"Well, sir, it wasn't my business to think about it. I ain't in the detective line, thank God."

Faunce smoked the cigar of thoughtfulness by the coffee-room fire, went to bed at ten o'clock, and was out after an early breakfast next morning, strolling by the water between all that is left of the old city wall and the West Station. The tide was in, and the wavelets plashed gaily against the low parapet, and Faunce saw how by a false step in the darkness any one might drop into eight or nine feet of water. But then there was the medical evidence of that smashing blow on the skull. Nor could any theory of accidental drowning account for the finding of the body four miles away, battened down under a rotten boat.

Faunce spent the rest of his morning in desultory conversation with three or four men who let out boats for hire, in whose ways and customs he showed a keen interest, wanting to know the how, when, and where of their letting, and if ever they lost a boat. He discovered one case—happening late in the previous March—of a man who had had a narrow escape of losing a handsome skiff, which had been taken "off" him one afternoon by a stranger, and which had been found adrift next morning near the West Station, and never a sixpence of the day's hire did he get from that swindling rascal.

Faunce tested the boatman's memory by close questioning about the stranger's personal appearance, and with some difficulty arrived at certain broad characteristics which had impressed the man at the time of the hiring.

"There was not many people wanting boats so early in the year," he said; "but this one told me as he had a niece living at Hythe, and wanted to give her an afternoon on the water. 'It may be dark when I brings back your boat,' he says, 'but I'm an old salt, and you needn't be afraid I shall damage her.' He was a big, powerful-looking chap, and he had something of a seaman's look, so I trusted him—and that's how he tret me," concluded the boatman, resentfully.

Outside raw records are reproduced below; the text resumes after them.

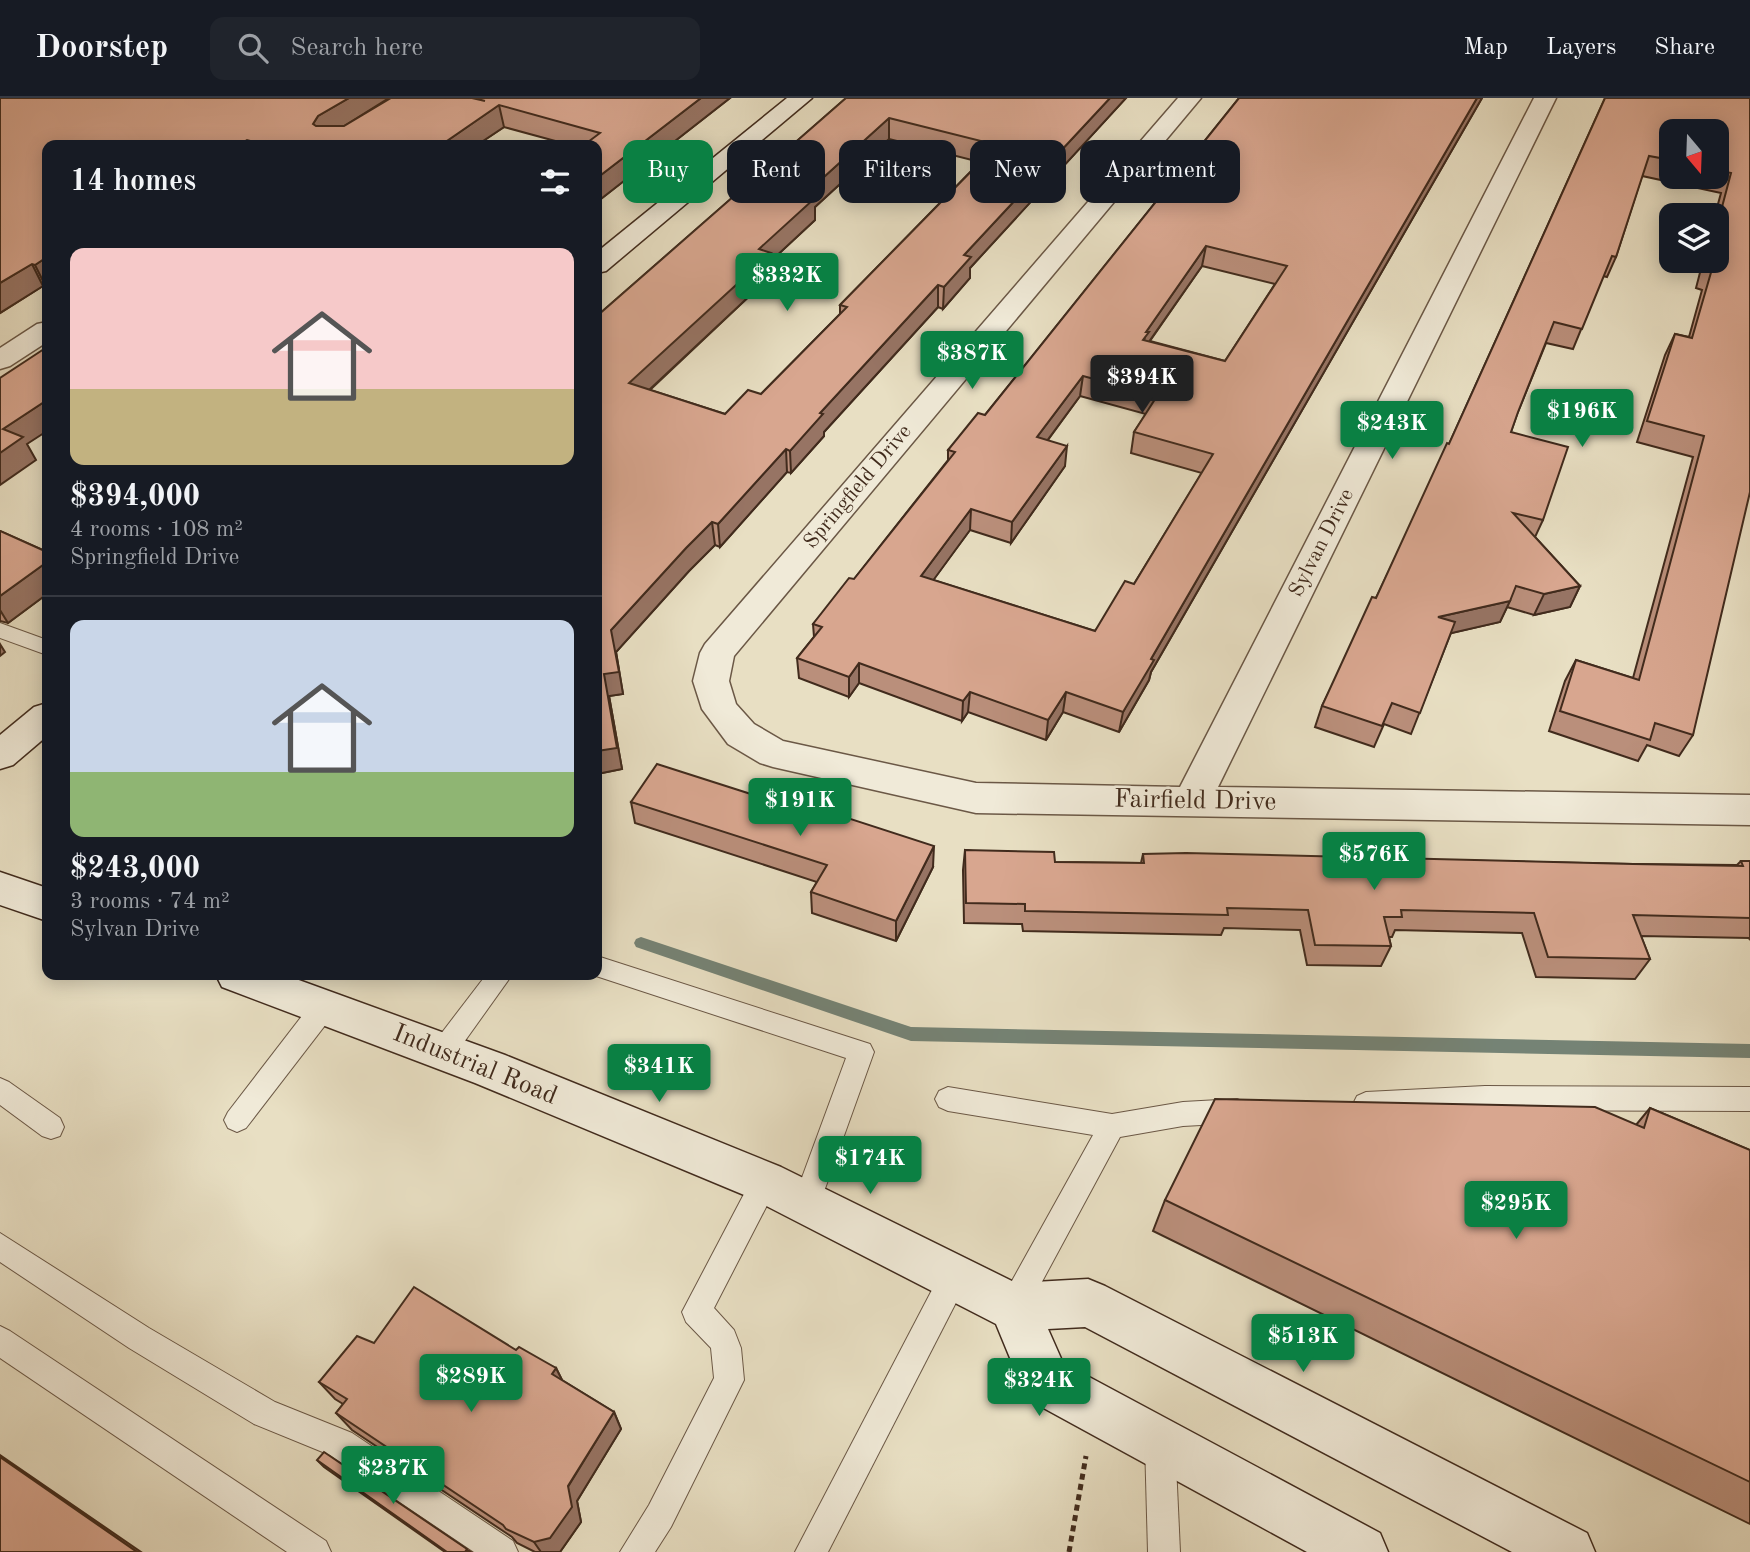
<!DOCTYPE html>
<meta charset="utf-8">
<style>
body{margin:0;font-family:"Old Standard TT",serif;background:#20242c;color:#f1f3f6;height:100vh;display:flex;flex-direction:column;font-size:26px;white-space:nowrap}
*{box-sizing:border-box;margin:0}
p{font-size:23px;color:#9ea1a6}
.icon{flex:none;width:38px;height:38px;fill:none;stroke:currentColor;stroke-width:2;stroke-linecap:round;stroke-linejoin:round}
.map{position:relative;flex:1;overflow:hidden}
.side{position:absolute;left:42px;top:42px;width:560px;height:840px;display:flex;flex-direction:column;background:#171b24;border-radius:14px;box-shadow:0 4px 18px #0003}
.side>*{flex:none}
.hud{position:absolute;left:623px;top:42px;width:665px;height:63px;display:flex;gap:14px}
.needle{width:46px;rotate:161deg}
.controls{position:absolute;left:1659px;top:21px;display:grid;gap:14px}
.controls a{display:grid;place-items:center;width:70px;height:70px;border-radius:14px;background:#171b24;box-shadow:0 4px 18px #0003;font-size:35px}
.price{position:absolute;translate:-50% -60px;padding:0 16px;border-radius:7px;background:#0b8043;color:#fff;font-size:23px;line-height:46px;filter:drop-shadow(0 2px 4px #0008)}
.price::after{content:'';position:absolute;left:50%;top:42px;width:21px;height:16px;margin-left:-10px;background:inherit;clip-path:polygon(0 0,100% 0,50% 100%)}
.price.selected{background:#222;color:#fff}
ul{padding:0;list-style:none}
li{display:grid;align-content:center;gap:14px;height:371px;padding:0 28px}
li+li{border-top:2px solid #363941}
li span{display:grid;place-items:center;height:217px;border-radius:14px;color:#555}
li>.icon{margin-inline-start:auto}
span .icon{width:126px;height:126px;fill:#fffc;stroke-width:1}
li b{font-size:30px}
h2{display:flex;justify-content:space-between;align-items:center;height:84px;padding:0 28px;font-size:30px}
.pill{padding:0 24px;border-radius:14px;background:#171b24;box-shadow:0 4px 18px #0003;font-size:24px;line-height:63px}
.pill.selected{background:#0b8043;color:#fff}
header{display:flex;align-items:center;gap:42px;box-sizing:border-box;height:98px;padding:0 35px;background:#171b24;border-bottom:2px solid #363941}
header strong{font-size:33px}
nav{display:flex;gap:38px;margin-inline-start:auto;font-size:24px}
.search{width:490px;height:63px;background:#20242c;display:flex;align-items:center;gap:18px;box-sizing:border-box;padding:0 24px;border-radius:14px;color:#9ea1a6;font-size:26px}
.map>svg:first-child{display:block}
</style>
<header>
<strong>Doorstep</strong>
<div class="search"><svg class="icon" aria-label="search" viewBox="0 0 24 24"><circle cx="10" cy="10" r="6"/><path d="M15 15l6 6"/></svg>Search here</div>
<nav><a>Map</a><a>Layers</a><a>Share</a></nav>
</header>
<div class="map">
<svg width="1750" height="1454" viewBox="0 0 1750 1454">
<rect width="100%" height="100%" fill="#e8dfc3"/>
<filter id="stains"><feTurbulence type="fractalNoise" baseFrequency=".00286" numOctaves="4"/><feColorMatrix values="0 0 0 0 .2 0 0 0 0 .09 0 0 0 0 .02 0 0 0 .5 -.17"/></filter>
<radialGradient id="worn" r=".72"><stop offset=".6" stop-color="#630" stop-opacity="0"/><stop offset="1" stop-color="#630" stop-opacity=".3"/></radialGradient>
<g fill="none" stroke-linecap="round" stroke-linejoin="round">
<path fill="#758375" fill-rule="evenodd" d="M641 839 911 929 1750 946V960L911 943 636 849 634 845 636 841Z"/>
<g stroke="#6b5846" stroke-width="2">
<g id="lane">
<path d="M0 525 47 542V557L0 540Z"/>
<path d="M597 858 870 946 874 954 817 1113 807 1117 797 1113 793 1104 846 960 593 877H597Z"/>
<path d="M486 877H512L452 961 443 964 434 961 430 953 434 945Z"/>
<path d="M324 898 333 901 337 909 333 917 246 1030 237 1034 228 1030 224 1022 228 1014 315 901Z"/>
<path d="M0 980 9 984 60 1020 64 1029 60 1038 51 1041 42 1038 0 1007Z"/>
<path d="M1485 988 1750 989V1013L1485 1012 1366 1018 1357 1014 1353 1006 1357 998 1366 994Z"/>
<path d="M948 989 1112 1016 1183 1004 1237 1001 1246 1005 1250 1013 1246 1021 1237 1025 1183 1028 1120 1039 1023 1219 1013 1223 1003 1219 999 1209 1003 1199 1093 1037 948 1013 939 1009 935 1001 939 993Z"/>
<path d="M765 1071 775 1075 779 1084 714 1210 734 1232 741 1250 744 1282 671 1429 655 1454H620L649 1407 714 1280 711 1250 686 1224 682 1214 755 1075Z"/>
<path d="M0 1135 149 1230 275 1304 352 1335 513 1443 518 1454H474L330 1357 254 1326 129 1250 0 1164Z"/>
<path d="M954 1165 964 1169 968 1179 964 1189 828 1454H795L944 1169Z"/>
<path d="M0 1228 10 1233 326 1443 331 1454H287L0 1260Z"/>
<path d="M1160 1329 1171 1333 1175 1344 1180 1454H1148L1145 1344 1149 1333Z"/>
</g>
</g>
<g stroke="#6b5846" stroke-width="3">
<g id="street">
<path d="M1178 0H1201L734 558 729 583 736 606 754 626 783 643 976 685 1180 689 1534 0H1556L1218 689 1750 697V727L976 715 773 669 760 665 728 646 702 611 693 583 700 555 705 546Z"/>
<path d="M47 224V244L10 268 0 271V250L37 226Z"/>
</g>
</g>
<g stroke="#412b1d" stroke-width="3">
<g id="secondary">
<path d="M787 0H812L606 173 597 175V154Z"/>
<path d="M47 605V638L13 667 0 671V637L34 609Z"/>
<path d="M0 774 47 790V823L0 807Z"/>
<path d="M216 877H285L505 957 781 1069 1016 1185 1088 1181 1105 1188 1587 1435 1595 1454H1512L1085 1229 1048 1231 1063 1265 1380 1435 1388 1454H1307L1027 1301 996 1226 749 1099 475 985 222 889Z"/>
</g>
</g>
<path stroke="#412b1d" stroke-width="5" stroke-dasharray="6 4.5" stroke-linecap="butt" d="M1069 1454 1086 1358"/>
<use href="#lane" fill="#f0ead8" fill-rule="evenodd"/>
<use href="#street" fill="#f0ead8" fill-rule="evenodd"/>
<use href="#secondary" fill="#f0ead8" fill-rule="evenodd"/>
</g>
<g fill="#ba8f7b" stroke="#412b1d" stroke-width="2" fill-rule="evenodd">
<path d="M0 0H389L343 28 474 0H730L597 104V47H570L504 29 477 47H47L46 189 43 188 0 215Z"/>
<path d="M846 0H1126L970 170V180L943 211 938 209 824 334V338L791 375 787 374 720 449 715 447 689 473 616 554 623 596 609 598 622 671 597 676V218ZM889 41 980 64 840 207V216L761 296 725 316 650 292 773 176 772 162 815 122V109Z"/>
<path d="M1239 0H1482L1151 574 1149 582 1119 634 1063 614 1046 642 968 614 962 623 859 585 849 599 799 580 797 560 814 539 813 526 854 481 948 362V352L985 317ZM1202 168 1275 186 1225 263 1150 243ZM1080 298 1146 316 1134 334 1131 355 1202 375 1134 486 1095 533 933 482 970 432 1011 445 1065 368 1048 342Z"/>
<path d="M1605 0H1750L1693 637 1679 658 1647 647 1638 663 1549 633 1565 583 1576 562 1633 580 1693 359 1637 344 1665 257 1675 236 1689 239 1702 192 1696 190 1703 163H1717V117H1715L1721 95 1642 78 1616 159 1607 179 1603 178 1573 251 1546 245 1518 314 1511 334 1543 422 1535 439 1580 488 1570 509 1534 517 1507 509 1500 524 1451 535 1411 636 1384 626 1374 649 1315 629 1322 608 1376 500 1449 346ZM1671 33H1717V79H1671Z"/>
<path d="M0 433 47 454V496L8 525 0 523Z"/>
<path d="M631 704 933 769 896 843 812 815 811 794 817 784 635 725Z"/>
<path d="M965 752 1055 764 1141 765 1143 756 1633 766 1737 767 1741 763H1750V842L1749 840 1641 838 1650 861 1635 881 1536 879 1522 835 1395 832 1392 839H1389L1391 848 1381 868 1307 867 1300 832 1224 830 1221 837 1023 833 1022 826 964 825 963 772Z"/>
<path d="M1650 1010 1750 1052V1426L1153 1133 1165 1102 1636 1027Z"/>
<path d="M374 1245 516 1252 556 1270 562 1282 614 1314 621 1331 577 1403 581 1424 560 1454H535L517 1445 512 1439 352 1332 336 1315 343 1306 335 1301 319 1284Z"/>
<path d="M317 1362 471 1454H445L324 1369Z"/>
</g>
<g fill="#977464" stroke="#412b1d" stroke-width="2">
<path d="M349 0H389L325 40 313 26 318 18Z"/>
<path d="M701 0H730L597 104V80Z"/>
<path d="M1110 0H1126L970 170V180L943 211 944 189 964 157Z"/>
<path d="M1477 0H1482L1151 574 1149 582 1119 634 1123 614 1151 561Z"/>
<path d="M499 7 504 29 477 47H441Z"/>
<path d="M889 20V41L815 109V122L772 162 773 176 633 307 629 285 759 151 804 97Z"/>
<path d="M247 42 249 47H239Z"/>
<path d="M1206 148 1202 168 1146 248 1140 262 1146 234Z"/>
<path d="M47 159V188L46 189 35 167Z"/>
<path d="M32 166 43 188 0 215V185Z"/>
<path d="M938 187V209L824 334V338L791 375 790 353 820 315Z"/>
<path d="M1083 278 1080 298 1035 359 1037 339Z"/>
<path d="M47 302V333L27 346 36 362 0 387V355L3 331Z"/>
<path d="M1067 348 1065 368 1011 445 1012 424Z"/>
<path d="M786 351 787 374 720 449 718 426Z"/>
<path d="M971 411 970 432 921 499V478Z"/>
<path d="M712 424 715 447 689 473 616 554 623 596 609 598 622 671 597 676V653L604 576 611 532 686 450Z"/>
<path d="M47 464V496L8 525 0 512V498Z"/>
<path d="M1580 488 1570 509 1534 517 1544 496Z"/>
<path d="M1510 503 1500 524 1430 540 1438 519Z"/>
<path d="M0 546 5 554 0 558Z"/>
<path d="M859 565V585L849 599V579Z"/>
<path d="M970 594 968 614 962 623 963 603Z"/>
<path d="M1066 594 1063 614 1046 642 1048 622Z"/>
<path d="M934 748 933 769 896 843V823Z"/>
<path d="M556 1270 565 1288 552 1276Z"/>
<path d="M614 1314 621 1331 577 1403 581 1424 560 1454H541L534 1444Z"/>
<path d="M0 1357 141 1454H137L0 1359Z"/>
</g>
<g fill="#d8a68f" stroke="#412b1d" stroke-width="2" fill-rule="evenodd">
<path d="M0 0H349L318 18 313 26 316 28H344L391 0H472L485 3 474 0H701L597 80V47H584L600 35 499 7 441 47H265L247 42 239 47H47V159L35 167 32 166 0 185Z"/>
<path d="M846 0H1110L964 157 971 159 944 189 938 187 820 315 823 316 790 353 786 351 718 426 712 424 686 450 611 532 619 574 604 576 617 650 597 653V218ZM889 20 997 47 840 207 847 209 761 296 748 292 725 316 629 285 771 155 759 151 815 100 804 97Z"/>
<path d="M1239 0H1477L1151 561 1154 562 1123 614 1066 594 1048 622 970 594 963 603 859 565 849 579 797 560 822 529 813 526 849 480 854 481 955 354 948 352 978 315 985 317ZM1206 148 1287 168 1225 263 1143 242 1149 234H1146ZM1083 278 1157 298 1134 334 1213 356 1134 486 1125 483 1095 533 921 478 971 411 1012 424 1067 348 1037 339Z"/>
<path d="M1605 0H1750V394L1693 637 1655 625 1650 642 1560 613 1576 562 1639 582 1704 338 1647 323 1675 236 1692 240 1712 171 1706 170 1707 163H1717V128L1731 75 1717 72V33H1671V62L1649 58 1616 159 1612 158 1582 231 1554 224 1518 314 1511 334 1568 349 1543 422 1513 415 1580 488 1544 496 1516 488 1510 503 1438 519 1455 524 1420 615 1392 605 1382 628 1322 608 1372 499 1376 500 1447 345 1449 346Z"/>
<path d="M47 249V302L3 331 23 339 0 355V280Z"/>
<path d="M0 433 47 454V464L0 498Z"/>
<path d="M657 666 754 697 758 691 934 748 896 823 811 794 827 767 631 704Z"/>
<path d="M965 752 1054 754 1055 764 1144 765 1143 756 1186 755 1633 766 1743 768 1741 763H1750V820L1633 817 1650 861 1548 859 1534 815 1401 812 1402 819H1384L1391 848 1315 847 1308 812 1227 810 1228 817 1025 813V806L966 805Z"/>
<path d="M1215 1001 1595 1009 1644 1030 1650 1010 1750 1052V1384L1165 1102Z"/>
<path d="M414 1189 516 1252 519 1249 556 1270 552 1276 614 1314 568 1388 572 1409 550 1440 534 1444 506 1431 503 1427 336 1315 347 1301 319 1284 357 1238 374 1245Z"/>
<path d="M324 1354 467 1451 465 1454H447L317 1362Z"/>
<path d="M0 1359 137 1454H0Z"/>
</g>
<g text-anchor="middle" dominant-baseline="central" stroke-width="5" stroke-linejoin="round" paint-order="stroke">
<g font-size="21" fill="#412b1d" stroke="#f0ead8">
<text transform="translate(858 389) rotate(-50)">Springfield Drive</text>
<text transform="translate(1322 445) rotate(-63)">Sylvan Drive</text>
</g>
<g font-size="26" fill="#412b1d" stroke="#f0ead8">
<text transform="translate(1195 703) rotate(1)">Fairfield Drive</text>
<text transform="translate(475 967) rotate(22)">Industrial Road</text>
</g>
</g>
<rect width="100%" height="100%" filter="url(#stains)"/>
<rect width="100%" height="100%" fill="url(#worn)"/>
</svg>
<div class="controls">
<a><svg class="needle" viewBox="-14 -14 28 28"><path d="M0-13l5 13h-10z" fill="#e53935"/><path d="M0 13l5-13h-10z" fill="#9ea1a6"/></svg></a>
<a><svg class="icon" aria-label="layers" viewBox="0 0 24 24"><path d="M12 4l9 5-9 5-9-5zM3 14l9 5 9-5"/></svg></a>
</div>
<b class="price" style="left:787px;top:215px">$332K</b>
<b class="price" style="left:972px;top:293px">$387K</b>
<b class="price selected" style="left:1142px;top:317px">$394K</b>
<b class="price" style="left:1582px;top:351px">$196K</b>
<b class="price" style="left:1392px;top:363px">$243K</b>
<b class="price" style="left:800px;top:740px">$191K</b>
<b class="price" style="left:1374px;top:794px">$576K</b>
<b class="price" style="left:659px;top:1006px">$341K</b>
<b class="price" style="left:870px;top:1098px">$174K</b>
<b class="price" style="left:1516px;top:1143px">$295K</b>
<b class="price" style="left:1303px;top:1276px">$513K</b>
<b class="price" style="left:471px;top:1316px">$289K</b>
<b class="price" style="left:1039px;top:1320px">$324K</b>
<b class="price" style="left:393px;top:1408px">$237K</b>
<div class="hud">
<a class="pill selected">Buy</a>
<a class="pill">Rent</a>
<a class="pill">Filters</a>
<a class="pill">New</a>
<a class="pill">Apartment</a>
</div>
<section class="side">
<h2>14 homes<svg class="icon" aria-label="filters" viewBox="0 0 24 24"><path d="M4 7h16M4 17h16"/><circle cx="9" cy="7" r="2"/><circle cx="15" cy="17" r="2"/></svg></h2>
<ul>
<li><span style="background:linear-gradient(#f6c9c9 65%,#c2b280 0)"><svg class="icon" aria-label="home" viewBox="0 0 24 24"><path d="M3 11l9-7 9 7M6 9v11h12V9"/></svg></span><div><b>$394,000</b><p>4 rooms · 108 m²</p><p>Springfield Drive</p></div></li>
<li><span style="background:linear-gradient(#c9d6e8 70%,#8fb573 0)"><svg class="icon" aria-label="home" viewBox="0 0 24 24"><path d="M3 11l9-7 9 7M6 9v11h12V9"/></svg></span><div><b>$243,000</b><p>3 rooms · 74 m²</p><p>Sylvan Drive</p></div></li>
</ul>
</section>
</div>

"If you can find me the precise date of that hiring, I'll give you a sovereign for it," said Faunce.

Thus stimulated, the boatman knew he could find the date. He had a rough-and-ready ledger in which he entered most hirings, and cash received—and he had certainly noted down the loss of a day, and the way he'd been swindled.

Faunce went home with him to a queer little slum between the river and the bar gate, and did not leave him till he had a copy of the man's entry in his pocket-book.

"I may want your evidence next assizes," he said; "but if I do, you'll be paid for your time."

"Thank 'ee, sir. I knew that bloke was a bad 'un."